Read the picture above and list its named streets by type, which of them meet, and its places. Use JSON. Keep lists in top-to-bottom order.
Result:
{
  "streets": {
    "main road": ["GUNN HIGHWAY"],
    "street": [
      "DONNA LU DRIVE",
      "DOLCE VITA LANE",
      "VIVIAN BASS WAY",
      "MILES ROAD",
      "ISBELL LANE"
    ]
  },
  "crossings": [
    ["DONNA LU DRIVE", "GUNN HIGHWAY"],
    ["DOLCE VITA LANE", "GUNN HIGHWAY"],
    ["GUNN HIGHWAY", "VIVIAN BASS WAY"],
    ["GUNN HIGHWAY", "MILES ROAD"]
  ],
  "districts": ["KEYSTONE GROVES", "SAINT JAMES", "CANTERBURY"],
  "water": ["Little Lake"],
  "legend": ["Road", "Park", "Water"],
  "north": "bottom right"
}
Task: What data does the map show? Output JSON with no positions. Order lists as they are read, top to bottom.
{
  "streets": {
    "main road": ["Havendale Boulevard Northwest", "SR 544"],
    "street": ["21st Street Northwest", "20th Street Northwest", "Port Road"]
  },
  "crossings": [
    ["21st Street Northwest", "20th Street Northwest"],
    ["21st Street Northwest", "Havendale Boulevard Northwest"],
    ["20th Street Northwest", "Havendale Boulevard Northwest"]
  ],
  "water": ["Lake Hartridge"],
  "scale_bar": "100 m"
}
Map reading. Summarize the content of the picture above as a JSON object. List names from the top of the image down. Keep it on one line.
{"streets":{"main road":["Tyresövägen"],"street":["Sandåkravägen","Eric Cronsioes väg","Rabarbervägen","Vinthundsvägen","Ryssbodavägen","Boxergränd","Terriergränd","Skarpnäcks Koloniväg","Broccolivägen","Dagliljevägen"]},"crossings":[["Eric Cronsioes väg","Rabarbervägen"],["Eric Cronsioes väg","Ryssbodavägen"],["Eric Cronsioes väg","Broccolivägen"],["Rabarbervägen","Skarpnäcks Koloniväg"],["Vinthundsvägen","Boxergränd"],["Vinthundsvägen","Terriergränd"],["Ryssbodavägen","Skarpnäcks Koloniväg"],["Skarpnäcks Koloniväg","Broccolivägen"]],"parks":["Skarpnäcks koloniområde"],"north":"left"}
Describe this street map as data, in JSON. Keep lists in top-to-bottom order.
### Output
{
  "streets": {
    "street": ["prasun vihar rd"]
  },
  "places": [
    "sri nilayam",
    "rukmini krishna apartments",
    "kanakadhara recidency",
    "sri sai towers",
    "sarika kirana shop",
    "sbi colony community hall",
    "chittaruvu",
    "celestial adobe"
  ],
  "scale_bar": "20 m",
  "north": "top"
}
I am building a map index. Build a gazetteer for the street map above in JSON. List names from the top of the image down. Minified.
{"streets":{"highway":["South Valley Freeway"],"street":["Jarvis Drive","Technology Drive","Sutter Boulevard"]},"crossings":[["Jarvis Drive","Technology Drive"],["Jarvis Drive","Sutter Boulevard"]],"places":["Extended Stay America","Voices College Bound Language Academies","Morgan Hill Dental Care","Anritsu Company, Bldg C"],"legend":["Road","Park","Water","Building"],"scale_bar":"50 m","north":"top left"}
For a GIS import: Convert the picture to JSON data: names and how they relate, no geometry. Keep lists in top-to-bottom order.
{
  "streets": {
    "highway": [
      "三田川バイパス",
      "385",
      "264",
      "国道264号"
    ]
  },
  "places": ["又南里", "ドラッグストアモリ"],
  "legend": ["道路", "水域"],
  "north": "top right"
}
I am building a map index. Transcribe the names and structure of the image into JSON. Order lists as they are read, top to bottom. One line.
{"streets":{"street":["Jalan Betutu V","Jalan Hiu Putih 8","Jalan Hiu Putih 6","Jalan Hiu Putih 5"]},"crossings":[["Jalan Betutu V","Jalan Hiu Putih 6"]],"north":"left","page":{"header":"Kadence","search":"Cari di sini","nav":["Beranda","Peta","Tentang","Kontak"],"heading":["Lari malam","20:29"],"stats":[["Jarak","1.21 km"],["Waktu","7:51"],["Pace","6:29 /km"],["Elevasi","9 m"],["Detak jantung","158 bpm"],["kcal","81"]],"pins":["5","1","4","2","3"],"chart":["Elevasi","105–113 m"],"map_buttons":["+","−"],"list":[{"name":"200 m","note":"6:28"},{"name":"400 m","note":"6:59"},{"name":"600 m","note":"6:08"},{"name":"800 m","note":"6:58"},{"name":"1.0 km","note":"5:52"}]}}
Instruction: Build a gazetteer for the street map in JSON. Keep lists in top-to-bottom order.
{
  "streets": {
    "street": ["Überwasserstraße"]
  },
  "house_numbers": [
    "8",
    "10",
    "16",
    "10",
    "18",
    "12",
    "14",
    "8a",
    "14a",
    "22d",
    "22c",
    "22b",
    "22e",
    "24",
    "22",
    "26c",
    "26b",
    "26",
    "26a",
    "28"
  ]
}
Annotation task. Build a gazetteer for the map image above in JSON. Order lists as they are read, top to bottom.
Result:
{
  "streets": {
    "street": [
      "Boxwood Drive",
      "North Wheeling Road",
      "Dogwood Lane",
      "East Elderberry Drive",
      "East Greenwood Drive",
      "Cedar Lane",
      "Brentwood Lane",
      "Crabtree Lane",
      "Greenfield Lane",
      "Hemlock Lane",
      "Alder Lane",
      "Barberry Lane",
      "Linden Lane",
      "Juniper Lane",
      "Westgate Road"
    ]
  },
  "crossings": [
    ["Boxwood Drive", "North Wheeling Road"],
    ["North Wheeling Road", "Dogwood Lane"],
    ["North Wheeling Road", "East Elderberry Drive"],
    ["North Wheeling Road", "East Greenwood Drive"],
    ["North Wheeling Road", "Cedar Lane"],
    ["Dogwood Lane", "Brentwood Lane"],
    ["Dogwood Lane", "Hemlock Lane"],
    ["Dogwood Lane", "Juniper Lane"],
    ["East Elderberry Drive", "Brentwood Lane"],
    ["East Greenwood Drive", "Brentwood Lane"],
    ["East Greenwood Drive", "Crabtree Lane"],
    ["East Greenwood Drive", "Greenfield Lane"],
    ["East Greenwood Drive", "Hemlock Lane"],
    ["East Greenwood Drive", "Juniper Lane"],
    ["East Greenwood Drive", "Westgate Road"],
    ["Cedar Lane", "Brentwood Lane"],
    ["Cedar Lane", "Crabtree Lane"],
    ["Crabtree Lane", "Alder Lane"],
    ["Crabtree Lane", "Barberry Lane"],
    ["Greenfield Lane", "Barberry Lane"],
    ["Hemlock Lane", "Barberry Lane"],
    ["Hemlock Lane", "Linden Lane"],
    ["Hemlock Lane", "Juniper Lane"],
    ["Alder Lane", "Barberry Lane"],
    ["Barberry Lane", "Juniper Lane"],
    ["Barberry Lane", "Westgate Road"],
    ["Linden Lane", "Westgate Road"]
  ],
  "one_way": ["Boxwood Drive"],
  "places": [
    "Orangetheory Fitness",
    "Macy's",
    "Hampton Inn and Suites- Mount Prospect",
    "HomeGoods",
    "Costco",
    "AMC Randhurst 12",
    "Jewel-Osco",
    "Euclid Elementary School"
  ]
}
------------------------------
Give back the material above in its entirety, with every word intact.

Read the picture above and list its named streets by type, which of them meet, and its places. Use JSON. Keep lists in top-to-bottom order.
Result:
{
  "streets": {
    "main road": ["GUNN HIGHWAY"],
    "street": [
      "DONNA LU DRIVE",
      "DOLCE VITA LANE",
      "VIVIAN BASS WAY",
      "MILES ROAD",
      "ISBELL LANE"
    ]
  },
  "crossings": [
    ["DONNA LU DRIVE", "GUNN HIGHWAY"],
    ["DOLCE VITA LANE", "GUNN HIGHWAY"],
    ["GUNN HIGHWAY", "VIVIAN BASS WAY"],
    ["GUNN HIGHWAY", "MILES ROAD"]
  ],
  "districts": ["KEYSTONE GROVES", "SAINT JAMES", "CANTERBURY"],
  "water": ["Little Lake"],
  "legend": ["Road", "Park", "Water"],
  "north": "bottom right"
}
Task: What data does the map show? Output JSON with no positions. Order lists as they are read, top to bottom.
{
  "streets": {
    "main road": ["Havendale Boulevard Northwest", "SR 544"],
    "street": ["21st Street Northwest", "20th Street Northwest", "Port Road"]
  },
  "crossings": [
    ["21st Street Northwest", "20th Street Northwest"],
    ["21st Street Northwest", "Havendale Boulevard Northwest"],
    ["20th Street Northwest", "Havendale Boulevard Northwest"]
  ],
  "water": ["Lake Hartridge"],
  "scale_bar": "100 m"
}
Map reading. Summarize the content of the picture above as a JSON object. List names from the top of the image down. Keep it on one line.
{"streets":{"main road":["Tyresövägen"],"street":["Sandåkravägen","Eric Cronsioes väg","Rabarbervägen","Vinthundsvägen","Ryssbodavägen","Boxergränd","Terriergränd","Skarpnäcks Koloniväg","Broccolivägen","Dagliljevägen"]},"crossings":[["Eric Cronsioes väg","Rabarbervägen"],["Eric Cronsioes väg","Ryssbodavägen"],["Eric Cronsioes väg","Broccolivägen"],["Rabarbervägen","Skarpnäcks Koloniväg"],["Vinthundsvägen","Boxergränd"],["Vinthundsvägen","Terriergränd"],["Ryssbodavägen","Skarpnäcks Koloniväg"],["Skarpnäcks Koloniväg","Broccolivägen"]],"parks":["Skarpnäcks koloniområde"],"north":"left"}
Describe this street map as data, in JSON. Keep lists in top-to-bottom order.
### Output
{
  "streets": {
    "street": ["prasun vihar rd"]
  },
  "places": [
    "sri nilayam",
    "rukmini krishna apartments",
    "kanakadhara recidency",
    "sri sai towers",
    "sarika kirana shop",
    "sbi colony community hall",
    "chittaruvu",
    "celestial adobe"
  ],
  "scale_bar": "20 m",
  "north": "top"
}
I am building a map index. Build a gazetteer for the street map above in JSON. List names from the top of the image down. Minified.
{"streets":{"highway":["South Valley Freeway"],"street":["Jarvis Drive","Technology Drive","Sutter Boulevard"]},"crossings":[["Jarvis Drive","Technology Drive"],["Jarvis Drive","Sutter Boulevard"]],"places":["Extended Stay America","Voices College Bound Language Academies","Morgan Hill Dental Care","Anritsu Company, Bldg C"],"legend":["Road","Park","Water","Building"],"scale_bar":"50 m","north":"top left"}
For a GIS import: Convert the picture to JSON data: names and how they relate, no geometry. Keep lists in top-to-bottom order.
{
  "streets": {
    "highway": [
      "三田川バイパス",
      "385",
      "264",
      "国道264号"
    ]
  },
  "places": ["又南里", "ドラッグストアモリ"],
  "legend": ["道路", "水域"],
  "north": "top right"
}
I am building a map index. Transcribe the names and structure of the image into JSON. Order lists as they are read, top to bottom. One line.
{"streets":{"street":["Jalan Betutu V","Jalan Hiu Putih 8","Jalan Hiu Putih 6","Jalan Hiu Putih 5"]},"crossings":[["Jalan Betutu V","Jalan Hiu Putih 6"]],"north":"left","page":{"header":"Kadence","search":"Cari di sini","nav":["Beranda","Peta","Tentang","Kontak"],"heading":["Lari malam","20:29"],"stats":[["Jarak","1.21 km"],["Waktu","7:51"],["Pace","6:29 /km"],["Elevasi","9 m"],["Detak jantung","158 bpm"],["kcal","81"]],"pins":["5","1","4","2","3"],"chart":["Elevasi","105–113 m"],"map_buttons":["+","−"],"list":[{"name":"200 m","note":"6:28"},{"name":"400 m","note":"6:59"},{"name":"600 m","note":"6:08"},{"name":"800 m","note":"6:58"},{"name":"1.0 km","note":"5:52"}]}}
Instruction: Build a gazetteer for the street map in JSON. Keep lists in top-to-bottom order.
{
  "streets": {
    "street": ["Überwasserstraße"]
  },
  "house_numbers": [
    "8",
    "10",
    "16",
    "10",
    "18",
    "12",
    "14",
    "8a",
    "14a",
    "22d",
    "22c",
    "22b",
    "22e",
    "24",
    "22",
    "26c",
    "26b",
    "26",
    "26a",
    "28"
  ]
}
Annotation task. Build a gazetteer for the map image above in JSON. Order lists as they are read, top to bottom.
Result:
{
  "streets": {
    "street": [
      "Boxwood Drive",
      "North Wheeling Road",
      "Dogwood Lane",
      "East Elderberry Drive",
      "East Greenwood Drive",
      "Cedar Lane",
      "Brentwood Lane",
      "Crabtree Lane",
      "Greenfield Lane",
      "Hemlock Lane",
      "Alder Lane",
      "Barberry Lane",
      "Linden Lane",
      "Juniper Lane",
      "Westgate Road"
    ]
  },
  "crossings": [
    ["Boxwood Drive", "North Wheeling Road"],
    ["North Wheeling Road", "Dogwood Lane"],
    ["North Wheeling Road", "East Elderberry Drive"],
    ["North Wheeling Road", "East Greenwood Drive"],
    ["North Wheeling Road", "Cedar Lane"],
    ["Dogwood Lane", "Brentwood Lane"],
    ["Dogwood Lane", "Hemlock Lane"],
    ["Dogwood Lane", "Juniper Lane"],
    ["East Elderberry Drive", "Brentwood Lane"],
    ["East Greenwood Drive", "Brentwood Lane"],
    ["East Greenwood Drive", "Crabtree Lane"],
    ["East Greenwood Drive", "Greenfield Lane"],
    ["East Greenwood Drive", "Hemlock Lane"],
    ["East Greenwood Drive", "Juniper Lane"],
    ["East Greenwood Drive", "Westgate Road"],
    ["Cedar Lane", "Brentwood Lane"],
    ["Cedar Lane", "Crabtree Lane"],
    ["Crabtree Lane", "Alder Lane"],
    ["Crabtree Lane", "Barberry Lane"],
    ["Greenfield Lane", "Barberry Lane"],
    ["Hemlock Lane", "Barberry Lane"],
    ["Hemlock Lane", "Linden Lane"],
    ["Hemlock Lane", "Juniper Lane"],
    ["Alder Lane", "Barberry Lane"],
    ["Barberry Lane", "Juniper Lane"],
    ["Barberry Lane", "Westgate Road"],
    ["Linden Lane", "Westgate Road"]
  ],
  "one_way": ["Boxwood Drive"],
  "places": [
    "Orangetheory Fitness",
    "Macy's",
    "Hampton Inn and Suites- Mount Prospect",
    "HomeGoods",
    "Costco",
    "AMC Randhurst 12",
    "Jewel-Osco",
    "Euclid Elementary School"
  ]
}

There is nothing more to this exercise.